[Start of section]

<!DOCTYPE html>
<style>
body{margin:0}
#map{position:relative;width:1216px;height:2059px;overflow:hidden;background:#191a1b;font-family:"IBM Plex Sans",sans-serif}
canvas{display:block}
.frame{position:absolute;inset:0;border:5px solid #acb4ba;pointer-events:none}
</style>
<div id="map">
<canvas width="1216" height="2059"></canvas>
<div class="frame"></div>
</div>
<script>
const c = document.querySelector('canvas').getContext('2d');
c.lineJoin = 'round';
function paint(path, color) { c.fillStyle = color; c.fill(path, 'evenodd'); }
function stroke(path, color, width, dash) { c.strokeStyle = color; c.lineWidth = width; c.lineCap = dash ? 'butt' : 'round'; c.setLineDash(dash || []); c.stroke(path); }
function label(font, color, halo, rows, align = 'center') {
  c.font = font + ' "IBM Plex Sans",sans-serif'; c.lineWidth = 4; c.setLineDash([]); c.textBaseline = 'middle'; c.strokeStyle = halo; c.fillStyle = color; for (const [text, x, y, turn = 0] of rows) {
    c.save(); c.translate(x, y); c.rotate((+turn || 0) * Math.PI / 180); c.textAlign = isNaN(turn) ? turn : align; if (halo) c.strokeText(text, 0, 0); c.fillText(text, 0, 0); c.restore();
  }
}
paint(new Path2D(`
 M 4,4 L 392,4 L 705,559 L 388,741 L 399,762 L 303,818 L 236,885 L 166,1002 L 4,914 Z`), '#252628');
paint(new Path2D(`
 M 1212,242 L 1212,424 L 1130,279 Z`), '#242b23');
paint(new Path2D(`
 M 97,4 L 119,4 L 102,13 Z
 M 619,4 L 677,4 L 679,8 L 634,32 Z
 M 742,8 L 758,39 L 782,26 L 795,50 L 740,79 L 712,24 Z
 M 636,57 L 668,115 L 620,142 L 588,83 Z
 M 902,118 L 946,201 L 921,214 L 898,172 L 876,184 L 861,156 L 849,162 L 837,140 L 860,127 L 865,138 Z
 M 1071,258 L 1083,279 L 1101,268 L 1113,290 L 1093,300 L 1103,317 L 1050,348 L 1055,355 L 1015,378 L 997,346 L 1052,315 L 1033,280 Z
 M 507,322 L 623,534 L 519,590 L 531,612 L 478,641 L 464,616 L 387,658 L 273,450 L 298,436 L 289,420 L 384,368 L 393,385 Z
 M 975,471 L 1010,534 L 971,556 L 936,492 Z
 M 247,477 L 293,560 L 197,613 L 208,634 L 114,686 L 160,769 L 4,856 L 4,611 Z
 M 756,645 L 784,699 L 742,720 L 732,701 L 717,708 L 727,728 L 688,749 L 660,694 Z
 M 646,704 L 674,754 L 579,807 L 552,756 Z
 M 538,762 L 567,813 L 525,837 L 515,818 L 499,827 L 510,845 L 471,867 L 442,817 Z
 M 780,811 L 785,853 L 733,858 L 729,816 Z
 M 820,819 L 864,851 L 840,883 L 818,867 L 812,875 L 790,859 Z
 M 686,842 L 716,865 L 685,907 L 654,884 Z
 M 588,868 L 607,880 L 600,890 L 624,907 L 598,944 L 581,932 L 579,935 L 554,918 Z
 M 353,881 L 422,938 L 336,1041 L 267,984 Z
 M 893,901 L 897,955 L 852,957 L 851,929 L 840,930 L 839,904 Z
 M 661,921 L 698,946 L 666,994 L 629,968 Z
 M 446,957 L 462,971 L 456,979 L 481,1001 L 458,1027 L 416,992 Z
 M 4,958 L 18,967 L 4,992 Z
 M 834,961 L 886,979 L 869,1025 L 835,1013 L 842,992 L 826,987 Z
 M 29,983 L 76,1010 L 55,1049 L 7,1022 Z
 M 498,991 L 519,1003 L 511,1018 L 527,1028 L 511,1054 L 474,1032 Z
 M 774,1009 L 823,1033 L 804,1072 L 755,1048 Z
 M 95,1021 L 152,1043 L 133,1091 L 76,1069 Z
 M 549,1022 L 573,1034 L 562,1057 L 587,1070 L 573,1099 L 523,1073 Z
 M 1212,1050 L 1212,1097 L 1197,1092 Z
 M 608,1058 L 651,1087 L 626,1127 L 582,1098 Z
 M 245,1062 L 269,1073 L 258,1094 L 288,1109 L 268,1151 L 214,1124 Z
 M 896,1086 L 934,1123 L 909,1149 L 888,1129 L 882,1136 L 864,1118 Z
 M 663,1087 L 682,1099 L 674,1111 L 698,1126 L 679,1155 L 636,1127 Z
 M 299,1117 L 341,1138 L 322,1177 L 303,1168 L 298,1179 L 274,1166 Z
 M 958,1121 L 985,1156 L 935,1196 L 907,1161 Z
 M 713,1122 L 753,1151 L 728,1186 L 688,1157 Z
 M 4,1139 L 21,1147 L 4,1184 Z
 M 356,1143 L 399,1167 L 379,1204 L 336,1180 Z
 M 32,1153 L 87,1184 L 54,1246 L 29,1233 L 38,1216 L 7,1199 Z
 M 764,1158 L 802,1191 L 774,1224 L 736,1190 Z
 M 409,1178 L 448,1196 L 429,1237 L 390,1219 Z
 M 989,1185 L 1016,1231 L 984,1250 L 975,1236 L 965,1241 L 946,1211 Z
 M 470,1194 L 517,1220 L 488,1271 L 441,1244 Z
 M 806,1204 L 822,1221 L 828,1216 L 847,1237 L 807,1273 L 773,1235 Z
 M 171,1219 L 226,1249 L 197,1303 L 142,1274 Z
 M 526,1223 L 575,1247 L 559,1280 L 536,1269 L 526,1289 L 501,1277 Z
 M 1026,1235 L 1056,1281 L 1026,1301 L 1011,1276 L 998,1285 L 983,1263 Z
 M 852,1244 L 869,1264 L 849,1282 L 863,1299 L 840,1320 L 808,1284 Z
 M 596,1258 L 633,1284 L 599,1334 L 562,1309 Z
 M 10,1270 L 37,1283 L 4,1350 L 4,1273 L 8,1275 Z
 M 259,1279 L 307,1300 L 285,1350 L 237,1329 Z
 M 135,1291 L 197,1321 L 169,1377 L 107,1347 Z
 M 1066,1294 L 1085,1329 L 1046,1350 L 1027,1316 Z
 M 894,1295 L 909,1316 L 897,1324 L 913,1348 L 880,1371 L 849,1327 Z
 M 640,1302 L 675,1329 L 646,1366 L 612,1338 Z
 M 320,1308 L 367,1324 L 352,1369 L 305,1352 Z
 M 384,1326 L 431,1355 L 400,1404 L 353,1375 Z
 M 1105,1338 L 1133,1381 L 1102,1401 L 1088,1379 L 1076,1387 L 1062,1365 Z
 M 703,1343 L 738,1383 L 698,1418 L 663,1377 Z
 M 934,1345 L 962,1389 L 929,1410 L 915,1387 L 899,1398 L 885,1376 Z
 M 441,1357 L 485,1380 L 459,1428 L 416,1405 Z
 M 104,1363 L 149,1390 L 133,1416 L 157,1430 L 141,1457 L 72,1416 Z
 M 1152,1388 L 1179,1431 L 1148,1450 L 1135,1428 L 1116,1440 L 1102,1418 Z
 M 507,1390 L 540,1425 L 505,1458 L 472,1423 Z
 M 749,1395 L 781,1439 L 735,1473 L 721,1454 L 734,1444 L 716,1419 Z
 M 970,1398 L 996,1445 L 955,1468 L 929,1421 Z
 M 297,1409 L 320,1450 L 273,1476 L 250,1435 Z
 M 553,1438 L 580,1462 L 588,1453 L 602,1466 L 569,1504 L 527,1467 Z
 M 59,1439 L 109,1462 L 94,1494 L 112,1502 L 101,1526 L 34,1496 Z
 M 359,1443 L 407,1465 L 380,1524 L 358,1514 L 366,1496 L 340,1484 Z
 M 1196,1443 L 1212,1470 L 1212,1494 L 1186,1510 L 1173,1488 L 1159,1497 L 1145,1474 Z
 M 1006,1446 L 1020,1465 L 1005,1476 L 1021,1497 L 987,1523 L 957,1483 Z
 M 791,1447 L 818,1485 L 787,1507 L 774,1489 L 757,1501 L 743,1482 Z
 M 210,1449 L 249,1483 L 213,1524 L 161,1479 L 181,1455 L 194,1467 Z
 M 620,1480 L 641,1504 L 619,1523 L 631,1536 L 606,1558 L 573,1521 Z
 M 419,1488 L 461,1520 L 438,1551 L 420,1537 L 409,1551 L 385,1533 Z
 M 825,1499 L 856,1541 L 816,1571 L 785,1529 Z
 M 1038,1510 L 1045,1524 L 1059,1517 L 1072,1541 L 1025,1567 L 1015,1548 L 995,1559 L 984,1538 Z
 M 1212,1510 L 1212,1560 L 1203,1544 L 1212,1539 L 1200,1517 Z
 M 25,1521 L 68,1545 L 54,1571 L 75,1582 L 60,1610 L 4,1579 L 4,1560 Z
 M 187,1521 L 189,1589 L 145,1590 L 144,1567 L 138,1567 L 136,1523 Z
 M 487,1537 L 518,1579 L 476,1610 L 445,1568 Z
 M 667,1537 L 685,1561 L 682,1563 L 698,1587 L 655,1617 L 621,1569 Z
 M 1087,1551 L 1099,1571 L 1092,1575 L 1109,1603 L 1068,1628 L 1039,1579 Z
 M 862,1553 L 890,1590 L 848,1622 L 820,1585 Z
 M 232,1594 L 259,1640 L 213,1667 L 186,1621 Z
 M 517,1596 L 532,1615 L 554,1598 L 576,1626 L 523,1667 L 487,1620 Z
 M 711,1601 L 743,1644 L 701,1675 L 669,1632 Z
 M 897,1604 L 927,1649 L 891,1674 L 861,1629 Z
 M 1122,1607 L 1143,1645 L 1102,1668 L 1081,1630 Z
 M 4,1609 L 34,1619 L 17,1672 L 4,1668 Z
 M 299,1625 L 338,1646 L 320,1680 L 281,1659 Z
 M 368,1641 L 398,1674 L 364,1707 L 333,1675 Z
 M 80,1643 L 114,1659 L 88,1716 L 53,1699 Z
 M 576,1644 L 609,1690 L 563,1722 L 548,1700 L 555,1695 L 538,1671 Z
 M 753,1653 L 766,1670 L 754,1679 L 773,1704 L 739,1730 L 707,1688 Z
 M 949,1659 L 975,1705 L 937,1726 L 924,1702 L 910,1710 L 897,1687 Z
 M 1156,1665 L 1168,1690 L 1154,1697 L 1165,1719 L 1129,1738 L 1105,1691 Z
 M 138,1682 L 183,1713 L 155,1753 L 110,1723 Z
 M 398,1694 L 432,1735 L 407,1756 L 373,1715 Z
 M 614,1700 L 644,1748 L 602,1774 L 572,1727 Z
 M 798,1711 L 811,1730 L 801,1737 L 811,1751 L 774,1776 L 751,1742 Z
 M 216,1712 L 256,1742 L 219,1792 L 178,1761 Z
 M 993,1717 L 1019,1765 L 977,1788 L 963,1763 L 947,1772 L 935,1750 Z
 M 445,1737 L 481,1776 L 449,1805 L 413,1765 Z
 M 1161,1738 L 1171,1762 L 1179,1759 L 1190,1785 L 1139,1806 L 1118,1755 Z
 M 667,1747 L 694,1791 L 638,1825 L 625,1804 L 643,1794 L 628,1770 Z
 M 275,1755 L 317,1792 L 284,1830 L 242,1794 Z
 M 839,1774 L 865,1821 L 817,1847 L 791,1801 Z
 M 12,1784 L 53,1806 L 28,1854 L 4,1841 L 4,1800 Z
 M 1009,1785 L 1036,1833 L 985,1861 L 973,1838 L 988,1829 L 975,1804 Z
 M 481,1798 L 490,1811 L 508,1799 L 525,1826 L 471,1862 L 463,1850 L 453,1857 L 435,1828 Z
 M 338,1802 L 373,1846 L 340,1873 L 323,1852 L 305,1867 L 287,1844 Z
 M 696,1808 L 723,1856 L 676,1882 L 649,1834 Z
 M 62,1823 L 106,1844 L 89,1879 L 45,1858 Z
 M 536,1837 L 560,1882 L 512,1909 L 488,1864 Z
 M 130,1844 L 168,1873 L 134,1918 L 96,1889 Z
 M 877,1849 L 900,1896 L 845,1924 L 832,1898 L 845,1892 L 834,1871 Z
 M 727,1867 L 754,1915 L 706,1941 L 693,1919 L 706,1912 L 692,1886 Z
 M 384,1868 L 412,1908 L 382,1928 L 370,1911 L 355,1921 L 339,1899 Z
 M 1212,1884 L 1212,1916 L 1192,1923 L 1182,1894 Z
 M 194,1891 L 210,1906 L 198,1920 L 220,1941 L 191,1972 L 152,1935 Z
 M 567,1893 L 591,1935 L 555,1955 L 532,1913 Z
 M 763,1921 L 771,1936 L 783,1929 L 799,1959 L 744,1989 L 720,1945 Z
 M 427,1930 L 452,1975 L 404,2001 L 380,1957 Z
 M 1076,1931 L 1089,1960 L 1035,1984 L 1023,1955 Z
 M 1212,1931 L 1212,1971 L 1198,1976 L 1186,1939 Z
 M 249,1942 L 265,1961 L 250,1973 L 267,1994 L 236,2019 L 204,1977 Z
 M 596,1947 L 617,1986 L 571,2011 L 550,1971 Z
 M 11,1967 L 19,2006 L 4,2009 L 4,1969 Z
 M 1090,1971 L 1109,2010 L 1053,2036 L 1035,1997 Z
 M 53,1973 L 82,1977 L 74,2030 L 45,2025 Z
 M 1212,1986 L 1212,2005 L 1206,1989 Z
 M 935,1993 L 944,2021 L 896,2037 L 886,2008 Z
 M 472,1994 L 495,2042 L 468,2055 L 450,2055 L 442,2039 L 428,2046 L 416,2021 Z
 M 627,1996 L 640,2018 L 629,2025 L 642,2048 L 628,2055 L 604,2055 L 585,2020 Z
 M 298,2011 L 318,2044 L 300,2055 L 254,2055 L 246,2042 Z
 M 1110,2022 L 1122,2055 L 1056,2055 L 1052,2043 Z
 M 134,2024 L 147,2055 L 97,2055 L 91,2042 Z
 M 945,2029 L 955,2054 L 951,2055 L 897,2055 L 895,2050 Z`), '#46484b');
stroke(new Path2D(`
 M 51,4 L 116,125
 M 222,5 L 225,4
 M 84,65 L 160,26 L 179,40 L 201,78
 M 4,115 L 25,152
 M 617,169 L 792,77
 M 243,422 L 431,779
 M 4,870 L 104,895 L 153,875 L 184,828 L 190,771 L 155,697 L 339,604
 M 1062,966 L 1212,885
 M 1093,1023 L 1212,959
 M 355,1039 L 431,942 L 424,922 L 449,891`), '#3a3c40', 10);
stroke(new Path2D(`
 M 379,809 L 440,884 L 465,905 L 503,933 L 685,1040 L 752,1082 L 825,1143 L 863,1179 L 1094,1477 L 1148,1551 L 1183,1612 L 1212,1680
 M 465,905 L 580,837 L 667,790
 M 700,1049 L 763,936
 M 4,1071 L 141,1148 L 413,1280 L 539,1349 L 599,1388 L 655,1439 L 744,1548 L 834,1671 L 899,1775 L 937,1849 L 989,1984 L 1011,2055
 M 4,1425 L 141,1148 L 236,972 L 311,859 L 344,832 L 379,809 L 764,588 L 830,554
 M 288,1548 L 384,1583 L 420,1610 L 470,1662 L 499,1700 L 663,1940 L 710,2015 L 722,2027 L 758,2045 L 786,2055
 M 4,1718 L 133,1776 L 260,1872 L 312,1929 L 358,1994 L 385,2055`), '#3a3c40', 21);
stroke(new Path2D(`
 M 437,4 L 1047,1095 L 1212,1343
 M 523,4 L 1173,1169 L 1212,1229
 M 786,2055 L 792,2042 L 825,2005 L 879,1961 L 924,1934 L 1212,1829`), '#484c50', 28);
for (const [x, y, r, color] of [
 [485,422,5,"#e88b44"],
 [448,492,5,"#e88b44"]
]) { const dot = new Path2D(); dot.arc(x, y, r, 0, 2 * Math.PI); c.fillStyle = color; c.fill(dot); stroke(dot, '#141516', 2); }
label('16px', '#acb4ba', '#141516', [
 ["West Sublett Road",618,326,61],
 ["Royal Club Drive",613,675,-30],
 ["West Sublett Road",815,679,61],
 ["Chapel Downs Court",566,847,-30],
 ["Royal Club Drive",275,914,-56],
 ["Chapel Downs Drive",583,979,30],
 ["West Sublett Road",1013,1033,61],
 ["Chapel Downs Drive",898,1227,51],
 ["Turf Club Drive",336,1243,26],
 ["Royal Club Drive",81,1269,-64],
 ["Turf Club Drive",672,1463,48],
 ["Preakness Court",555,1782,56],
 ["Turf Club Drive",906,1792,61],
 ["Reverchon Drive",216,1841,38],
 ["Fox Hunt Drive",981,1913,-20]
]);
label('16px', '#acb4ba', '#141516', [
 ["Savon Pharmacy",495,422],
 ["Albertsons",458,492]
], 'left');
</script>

[End of section]

> _Work to complete_:
Go through the listing, and whenever a line contains the string "align", copy that line.

> _Solution_:
function label(font, color, halo, rows, align = 'center') {
    c.save(); c.translate(x, y); c.rotate((+turn || 0) * Math.PI / 180); c.textAlign = isNaN(turn) ? turn : align; if (halo) c.strokeText(text, 0, 0); c.fillText(text, 0, 0); c.restore();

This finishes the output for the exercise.